Hello Frank,

thank you for your response.

cron is a key command for UNIX systems, and it is supposed to remain
lightweight and efficient. This is why it does not implement the mailing
features, and relies on other UNIX commands to do this job (`mail` or
`sendmail`)

You can browse the file do_command.c in cron's source package, and read,
near line 360, how cron does its job to collect data coming from
children commands, and compose an e-mail.

So far, the output of the child command is just appended to a text
stream, which begins with From:, To:, Subject:, Date: lines. However you
are searching to address the case when the output of the command is too
big to be just appended to such a text file.

In the case of a big output, the solution would be to encode it (QP or
base64 are possible encodings), but in such a case, they should not be
appended to the same stream which contains From:, To:, Subject:, Date:
lines, but included in a separate stream, and handed to `send` or
`sendmail` command as an attachment.

---------------------------------------

Would you please be kind enough to propose a patch for the file
do_command.c, which implements encoding and attaching big outputs?

If you can do it, I would be very pleased to read your code and include
your patch to the series of patches which are part of the debian source
package, in order to create this new feature.

By the way, if you modify the way cron sends e-mails, please can you
propose a simple test to check whether your modification is running as
expected? This test will be appended to the series used in autopkgtest,
in order to prevent eventual future regressions.

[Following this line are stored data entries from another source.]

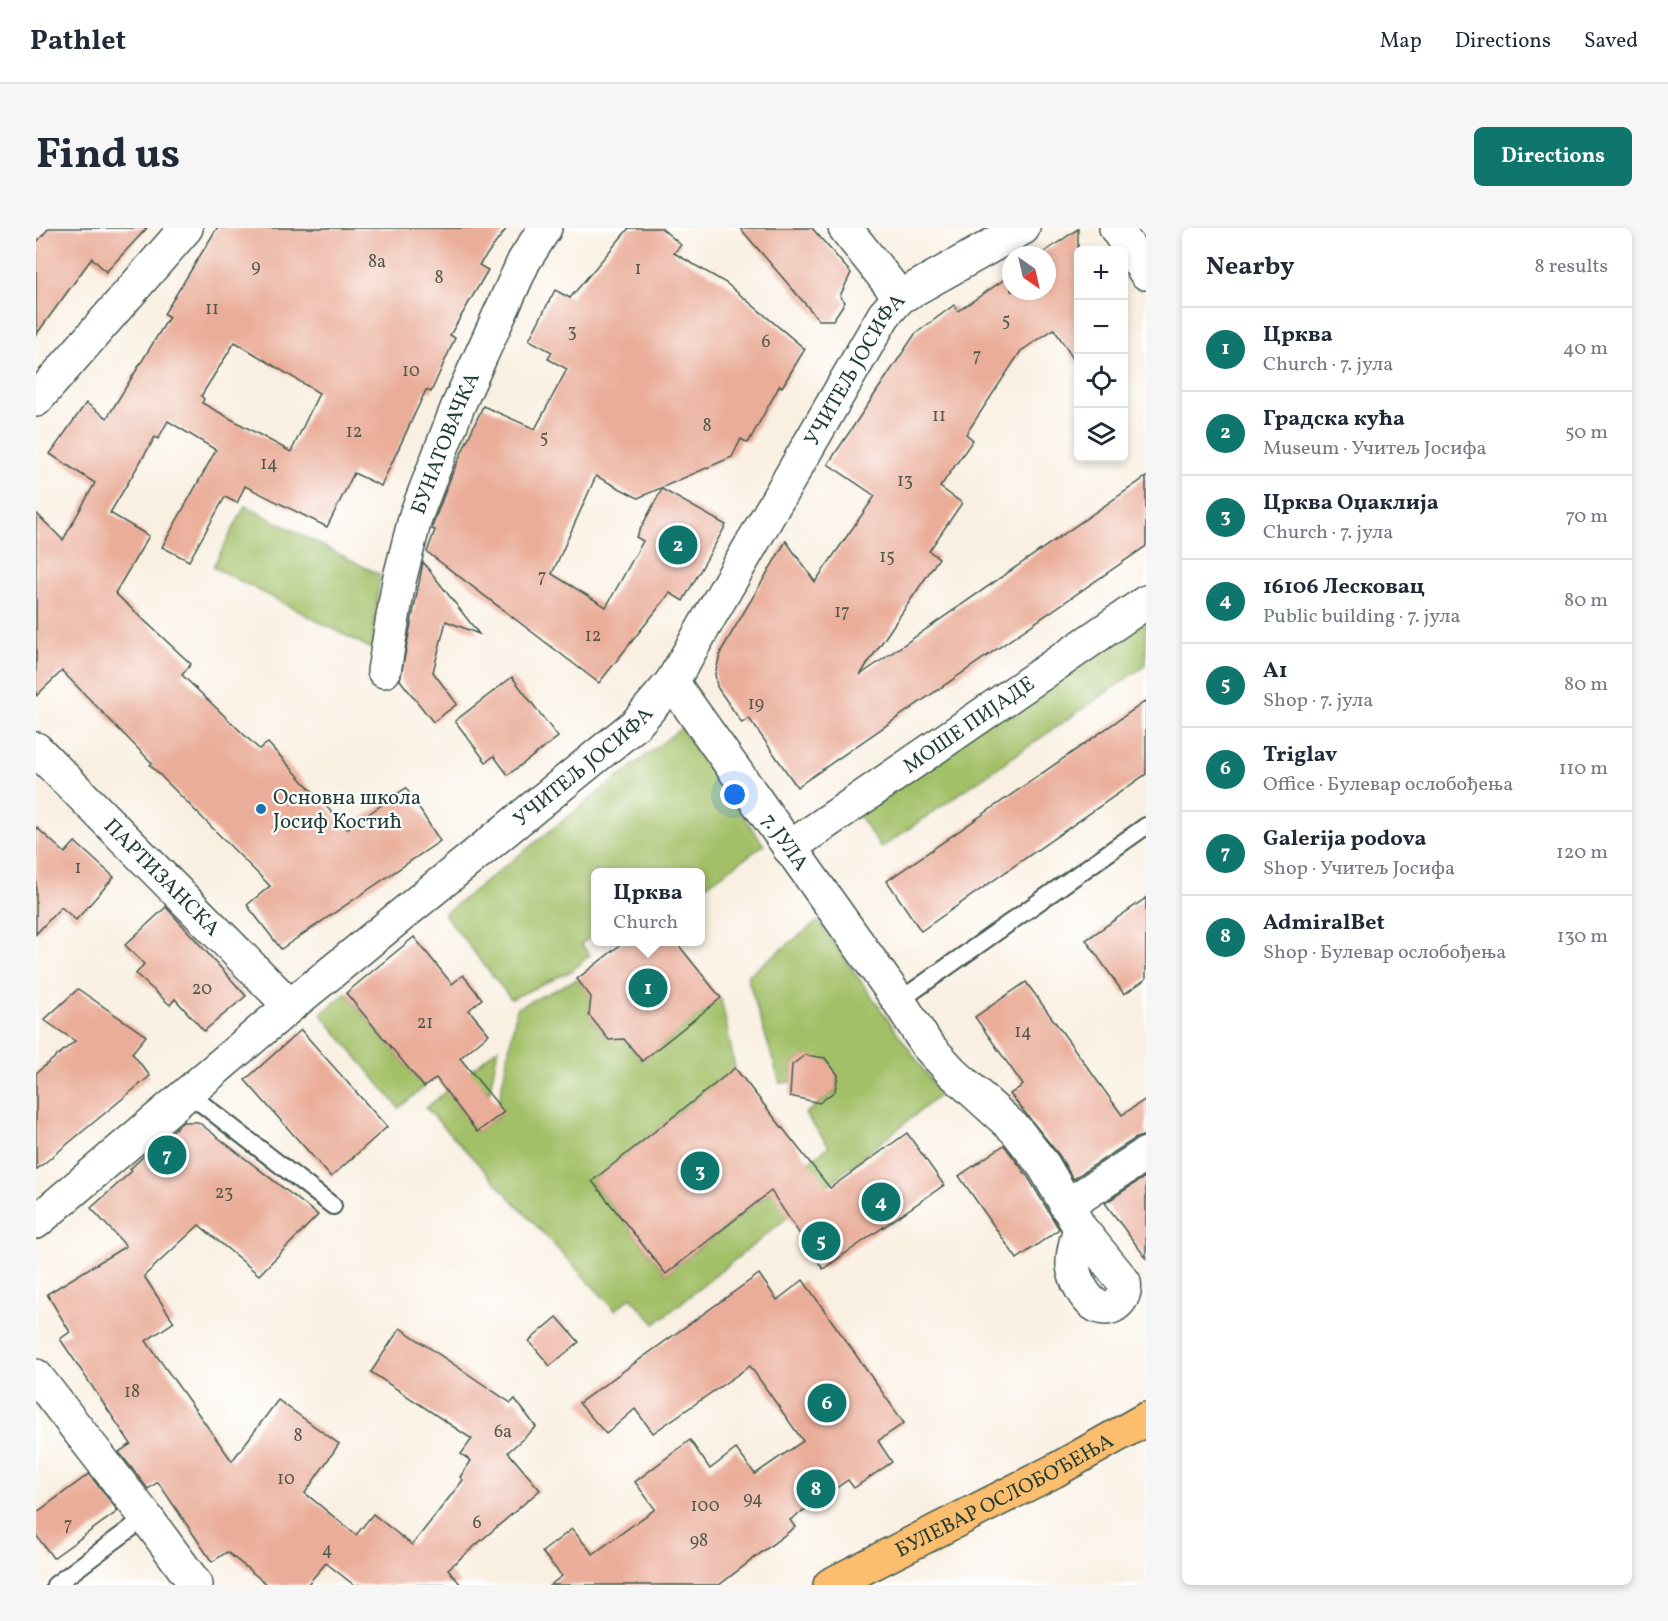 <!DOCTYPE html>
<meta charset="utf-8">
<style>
body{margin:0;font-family:Vollkorn,serif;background:#f6f6f7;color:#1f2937}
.controls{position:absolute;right:18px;top:18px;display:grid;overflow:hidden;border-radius:9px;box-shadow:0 3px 9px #0003}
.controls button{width:54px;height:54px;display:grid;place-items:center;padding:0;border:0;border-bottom:2px solid #e0e1e3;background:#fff;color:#1f2937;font:30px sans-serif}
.compass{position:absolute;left:966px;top:18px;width:54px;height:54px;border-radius:50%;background:#fff;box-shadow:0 3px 9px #0003;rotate:146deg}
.you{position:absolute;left:699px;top:567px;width:21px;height:21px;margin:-15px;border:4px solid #fff;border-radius:50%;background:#1a73e8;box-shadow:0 0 0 9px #1a73e833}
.badge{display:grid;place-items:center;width:39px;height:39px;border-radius:50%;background:#0f766e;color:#fff;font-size:20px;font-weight:700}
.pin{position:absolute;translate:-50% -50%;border:3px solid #fff;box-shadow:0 2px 6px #0006}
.popup{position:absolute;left:555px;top:640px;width:114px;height:78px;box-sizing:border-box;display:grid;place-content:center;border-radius:9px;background:#fff;filter:drop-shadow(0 2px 4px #0005);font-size:20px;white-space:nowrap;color:#747a83}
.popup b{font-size:22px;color:#1f2937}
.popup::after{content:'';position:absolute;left:50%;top:100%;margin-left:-12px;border:12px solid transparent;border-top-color:#fff}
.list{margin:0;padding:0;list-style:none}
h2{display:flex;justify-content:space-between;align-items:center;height:78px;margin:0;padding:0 24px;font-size:26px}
h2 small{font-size:20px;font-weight:400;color:#747a83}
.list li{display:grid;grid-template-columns:39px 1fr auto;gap:18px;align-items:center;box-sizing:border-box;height:84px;padding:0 24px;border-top:2px solid #e0e1e3}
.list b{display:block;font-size:22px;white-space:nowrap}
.list p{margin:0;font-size:20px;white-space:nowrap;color:#747a83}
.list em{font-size:20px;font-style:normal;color:#747a83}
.icon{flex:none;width:33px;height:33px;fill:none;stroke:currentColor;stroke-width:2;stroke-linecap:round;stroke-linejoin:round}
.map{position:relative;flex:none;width:1110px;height:1357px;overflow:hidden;border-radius:9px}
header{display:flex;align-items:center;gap:36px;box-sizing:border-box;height:84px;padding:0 30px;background:#fff;border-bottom:2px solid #e0e1e3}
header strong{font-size:28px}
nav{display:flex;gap:33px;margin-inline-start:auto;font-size:21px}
.intro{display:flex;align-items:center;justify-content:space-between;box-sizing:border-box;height:144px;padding:0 36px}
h1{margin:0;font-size:42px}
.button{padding:15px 27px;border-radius:9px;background:#0f766e;color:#fff;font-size:21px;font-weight:700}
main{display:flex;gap:36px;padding:0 36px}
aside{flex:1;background:#fff;border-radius:9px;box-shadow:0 3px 9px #0003}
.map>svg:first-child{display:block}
</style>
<header>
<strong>Pathlet</strong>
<nav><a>Map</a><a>Directions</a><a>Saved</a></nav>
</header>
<div class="intro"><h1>Find us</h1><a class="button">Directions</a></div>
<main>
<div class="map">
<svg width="1110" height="1357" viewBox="0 0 1110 1357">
<rect width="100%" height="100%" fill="#fff"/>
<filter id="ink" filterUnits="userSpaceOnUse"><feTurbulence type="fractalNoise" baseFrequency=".0167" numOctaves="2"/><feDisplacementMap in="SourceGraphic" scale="12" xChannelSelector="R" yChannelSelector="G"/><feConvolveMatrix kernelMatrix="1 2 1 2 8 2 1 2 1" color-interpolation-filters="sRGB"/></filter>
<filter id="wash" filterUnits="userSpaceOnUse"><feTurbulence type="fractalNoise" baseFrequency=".008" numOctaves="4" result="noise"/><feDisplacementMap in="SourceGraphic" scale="24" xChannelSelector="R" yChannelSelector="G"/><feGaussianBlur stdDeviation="1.35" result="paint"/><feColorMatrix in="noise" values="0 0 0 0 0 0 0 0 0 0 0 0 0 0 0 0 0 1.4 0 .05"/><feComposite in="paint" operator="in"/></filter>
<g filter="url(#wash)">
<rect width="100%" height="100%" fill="#f9f0e2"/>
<!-- green -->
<g fill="#a3c067" stroke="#617e4e" stroke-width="1.5">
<polygon points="209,278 344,347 336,421 177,339"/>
<polygon points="1110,383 1110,437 845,620 820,584"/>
<polygon points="645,500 728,617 665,661 664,644 560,644 559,706 545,716 554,727 535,743 475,771 408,686"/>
<polygon points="782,693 905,866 619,1096 595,1069 579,1082 390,880 462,820 453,866 445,857 420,876 441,904 467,885 462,878 481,780 541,751 555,769 553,787 573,812 588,811 606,833 685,770 699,840 556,953 630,1046 793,918 769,886 799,863 802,847 769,827 756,837 755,854 744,855 711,748"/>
<polygon points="310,765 388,859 363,880 285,786"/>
</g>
<g id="blocks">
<!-- building -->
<g fill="#eaad99" fill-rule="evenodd">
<polygon points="13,0 111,0 70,44 56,30 0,107 0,15"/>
<path d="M181,0H471L443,37L452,42L414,107L419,110L395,164L390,162L345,258L318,245L291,299L209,258L201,275L189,269L153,333L126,319L180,222L132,193L122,211L119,209L74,285L113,308L79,365L155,436L146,447L223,521L232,515L311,601L370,560L404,613L245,721L211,677L234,658L114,537L116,535L26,443L0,468V285L27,312L59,255L14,226L50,175L71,190L133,89L128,86ZM199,114L283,165L255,224L166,175L168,171L165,168Z"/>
<polygon points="593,0 625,0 645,17 638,25 690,55 769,121 746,159 744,157 712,215 705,211 696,229 602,270 560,248 516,346 570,379 607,313 600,309 626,261 690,297 647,373 634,365 563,455 391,324 399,302 396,301 398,293 416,246 447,178 499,201 531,141 512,131 516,124 493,112 519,62 534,70"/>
<polygon points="704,0 776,0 815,45 804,68 809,74 797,92 783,92"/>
<polygon points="1042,1 1042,138 1018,101 985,123 930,206 937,212 904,259 926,275 893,323 903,330 824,447 1110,249 1110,318 761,559 713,490 706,495 681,459 679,446 685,423 750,313 779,354 839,268 792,236 879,106 918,77 922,83 975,47 975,63 1011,63 1011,27 1004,27"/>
<polygon points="387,334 443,406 410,393 397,444 421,476 397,494 364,452"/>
<polygon points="476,449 522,509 472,547 458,528 450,534 419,493"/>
<polygon points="1110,473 1110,546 885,703 851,653"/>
<polygon points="0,599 29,625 39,614 78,649 40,692 25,679 0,706"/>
<polygon points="1110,670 1110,751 1088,766 1050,712"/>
<polygon points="130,679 210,768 168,803 139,771 134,777 100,746 108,736 89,717"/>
<polygon points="378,709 416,756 427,747 446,771 433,782 453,806 424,830 468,884 441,904 400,850 388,859 310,765"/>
<polygon points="588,714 640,714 685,770 606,833 588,811 573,812 553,787 555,769 541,751"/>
<polygon points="990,754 1086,887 1110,871 1110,907 1100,910 1037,951 1023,927 974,866 987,857 939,789"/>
<polygon points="42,761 110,808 96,825 114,848 0,942 0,845 39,813 8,792"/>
<polygon points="265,802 351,899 295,949 209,852"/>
<polygon points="769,827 789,830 802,847 799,863 783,875 754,868 756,837"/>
<polygon points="699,840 794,960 871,905 908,957 787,1041 735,963 630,1046 556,953"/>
<polygon points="147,894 162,894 282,987 223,1047 163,997 108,1048 138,1094 110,1113 196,1233 242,1172 303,1216 269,1265 320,1307 337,1286 376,1317 427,1252 424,1249 435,1233 425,1226 436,1211 335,1144 364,1100 475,1175 479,1171 500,1199 472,1224 504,1262 412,1341 425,1357 318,1357 290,1335 271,1357 232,1357 191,1324 176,1334 122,1254 112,1261 83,1224 95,1216 24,1111 34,1104 11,1066 90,1018 55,980 96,943 94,941 112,924"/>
<polygon points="968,917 992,949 1023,1001 981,1031 923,948"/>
<polygon points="1110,948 1110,1030 1069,975"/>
<polygon points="723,1046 741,1072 767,1052 868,1195 842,1213 856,1234 818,1260 812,1252 754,1292 759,1299 683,1357 514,1357 526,1348 506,1324 536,1301 557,1326 619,1281 599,1254 654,1212 674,1241 700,1221 719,1246 767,1213 714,1138 617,1205 599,1181 570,1206 543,1175"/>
<polygon points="521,1089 543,1114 514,1138 493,1113"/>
<polygon points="53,1246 82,1283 17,1330 0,1307 0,1285"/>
</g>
</g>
</g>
<g filter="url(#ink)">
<use href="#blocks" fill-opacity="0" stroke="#40584e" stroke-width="1.5"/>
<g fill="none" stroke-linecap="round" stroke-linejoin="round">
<!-- service casing -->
<g stroke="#40584e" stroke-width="20">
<g id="service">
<polyline points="863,773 1110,598"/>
<polyline points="152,865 297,978"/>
<polyline points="19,1357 110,1289"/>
</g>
</g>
<!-- minor casing -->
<g stroke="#40584e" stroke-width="36">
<g id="minor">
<polyline points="809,0 864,69"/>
<polyline points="1080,0 1110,45"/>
<polyline points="0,172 150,0"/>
<path id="s1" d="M348,443L363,353L380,287L422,178L488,33L509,0"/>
<path id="s2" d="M636,454L863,773L891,817L916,844L980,902L1008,938L1044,1000L1088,1054C1091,1067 1080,1084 1064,1079C1050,1075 1038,1050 1037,1037C1036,1024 1041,1011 1044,1000"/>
<path id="s3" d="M0,521L254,778"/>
<path id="s4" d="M753,620L1110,374"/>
<polyline points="1030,978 1110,926"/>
<path id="s5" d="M0,994L254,778L600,496L636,454L848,87L864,69L987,0"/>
<polyline points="0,1148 110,1289 160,1357"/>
</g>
</g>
<!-- primary casing -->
<g stroke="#40584e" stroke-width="36">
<g id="primary">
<path id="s6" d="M794,1357L1018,1243L1110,1191"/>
</g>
</g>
<!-- service -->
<use href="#service" stroke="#fff" stroke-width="16"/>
<!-- minor -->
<use href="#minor" stroke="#fff" stroke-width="33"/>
<!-- primary -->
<use href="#primary" stroke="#fbbd6e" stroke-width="33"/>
</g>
</g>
<!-- markers -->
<circle fill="#1f6fb2" stroke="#fff" stroke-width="2" cx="225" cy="581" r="6"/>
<g text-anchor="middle" stroke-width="4.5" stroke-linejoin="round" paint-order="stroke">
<!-- number labels -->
<g font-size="18" fill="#52594d">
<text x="341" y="39">8a</text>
<text x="220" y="44">9</text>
<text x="602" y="46">1</text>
<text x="403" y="55">8</text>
<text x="176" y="86">11</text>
<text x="970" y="98">5</text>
<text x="536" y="109">3</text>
<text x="730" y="119">6</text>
<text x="941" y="133">7</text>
<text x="375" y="148">10</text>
<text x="903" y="193">11</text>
<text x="671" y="203">8</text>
<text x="318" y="209">12</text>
<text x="508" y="215">5</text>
<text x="233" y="241">14</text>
<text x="869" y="258">13</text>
<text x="851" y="334">15</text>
<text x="506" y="354">7</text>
<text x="806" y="389">17</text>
<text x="557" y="413">12</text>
<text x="720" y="481">19</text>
<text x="42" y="645">1</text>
<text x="166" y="766">20</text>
<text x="389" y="800">21</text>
<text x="987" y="809">14</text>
<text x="188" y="970">23</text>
<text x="96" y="1169">18</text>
<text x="467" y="1209">6a</text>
<text x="262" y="1213">8</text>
<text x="250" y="1256">10</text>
<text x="717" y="1276">94</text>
<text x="669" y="1283">100</text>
<text x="441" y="1300">6</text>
<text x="32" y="1302">7</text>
<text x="663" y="1318">98</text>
<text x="291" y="1327">4</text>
</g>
<!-- street labels -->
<g font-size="21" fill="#1f3d34" stroke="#fff">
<text dy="7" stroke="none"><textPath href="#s5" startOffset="1197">УЧИТЕЉ ЈОСИФА</textPath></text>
<text dy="7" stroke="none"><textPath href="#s1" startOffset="237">БУНАТОВАЧКА</textPath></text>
<text dy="7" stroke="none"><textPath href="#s4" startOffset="218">МОШЕ ПИЈАДЕ</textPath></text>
<text dy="7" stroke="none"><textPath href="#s5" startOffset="712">УЧИТЕЉ ЈОСИФА</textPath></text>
<text dy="7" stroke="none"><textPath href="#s2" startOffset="196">7. ЈУЛА</textPath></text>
<text dy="7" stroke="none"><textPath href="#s3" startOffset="180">ПАРТИЗАНСКА</textPath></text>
<text dy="7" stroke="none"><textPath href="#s6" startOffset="196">БУЛЕВАР ОСЛОБОЂЕЊА</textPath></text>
</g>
<!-- poi labels -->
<g font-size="21" fill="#1f3d34" stroke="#fff" text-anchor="start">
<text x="237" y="576">Основна школа<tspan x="237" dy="24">Јосиф Костић</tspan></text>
</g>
</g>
</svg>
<div class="controls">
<button>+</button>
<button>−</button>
<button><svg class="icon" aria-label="locate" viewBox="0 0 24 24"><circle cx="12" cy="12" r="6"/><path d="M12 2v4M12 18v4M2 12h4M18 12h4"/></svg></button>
<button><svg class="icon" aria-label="layers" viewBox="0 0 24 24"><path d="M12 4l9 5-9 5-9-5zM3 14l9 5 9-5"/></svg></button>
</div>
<svg class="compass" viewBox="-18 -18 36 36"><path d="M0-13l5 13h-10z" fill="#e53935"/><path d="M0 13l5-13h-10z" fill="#747a83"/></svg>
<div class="you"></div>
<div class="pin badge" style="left:612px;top:760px">1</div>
<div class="popup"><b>Црква</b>Church</div>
<div class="pin badge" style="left:642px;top:317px">2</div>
<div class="pin badge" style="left:664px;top:943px">3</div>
<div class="pin badge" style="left:845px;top:974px">4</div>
<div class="pin badge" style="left:785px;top:1013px">5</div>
<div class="pin badge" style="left:791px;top:1175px">6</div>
<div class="pin badge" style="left:131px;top:927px">7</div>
<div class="pin badge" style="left:780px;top:1261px">8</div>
</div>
<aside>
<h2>Nearby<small>8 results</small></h2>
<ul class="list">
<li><span class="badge">1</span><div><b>Црква</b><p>Church · 7. јула</p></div><em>40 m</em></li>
<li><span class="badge">2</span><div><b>Градска кућа</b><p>Museum · Учитељ Јосифа</p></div><em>50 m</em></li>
<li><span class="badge">3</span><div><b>Црква Оџаклија</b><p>Church · 7. јула</p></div><em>70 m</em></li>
<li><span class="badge">4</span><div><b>16106 Лесковац</b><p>Public building · 7. јула</p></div><em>80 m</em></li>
<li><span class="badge">5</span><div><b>A1</b><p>Shop · 7. јула</p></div><em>80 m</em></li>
<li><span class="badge">6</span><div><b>Triglav</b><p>Office · Булевар ослобођења</p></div><em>110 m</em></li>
<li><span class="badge">7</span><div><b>Galerija podova</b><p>Shop · Учитељ Јосифа</p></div><em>120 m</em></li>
<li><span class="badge">8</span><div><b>AdmiralBet</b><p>Shop · Булевар ослобођења</p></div><em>130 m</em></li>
</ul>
</aside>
</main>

Thank you in advance for your response.

Best regards,                   Georges.

Frank Heckenbach a écrit :
> Hello,
> 
> > I am the new maintainer for cron package, since a few months. Please can
> > one elaborate a little longer about use cases where too long lines are a
> > problem?
> 
> Thanks for picking up this issue again. I'm not the original
> reporter, but also effected, as I wrote in my comment last year.
> 
> SMTP standards (RFC 2822) specify a maximum line length of 998
> characters.
> 
> It can be avoided by encoding the mail. QP (quoted-printable) and
> base64 are common encdings. QP can break source lines (by inserting
> "=\n" anywhere), and base64 output doesn't care about line breaks at
> all.
> 
> > Would it be sufficient to truncate such lines to 998 characters, hoping
> > that such a length would be sufficient to diagnose a problem?
> 
> This would lose information. I don't think I'd like this unless the
> original content was stored somewhere and the mail contains a link
> where to find it. But that seems more work than the alternatives.
> 
> > It would
> > be more secure than splitting them and making it possible to overflow
> > the file system (for example with too big messages, repeated every
> > minute during one day).
> 
> Overflowing the file system is a separate issue which can just as
> well happen with many short lines. Sure, you might want to handle
> this too, but for that you'd might want to set a maximum size (say,
> in MB and perferably configurable) independent of line lengths.
> 
> Regards,
> Frank

-- 
Georges KHAZNADAR et Jocelyne FOURNIER
22 rue des mouettes, 59240 Dunkerque France.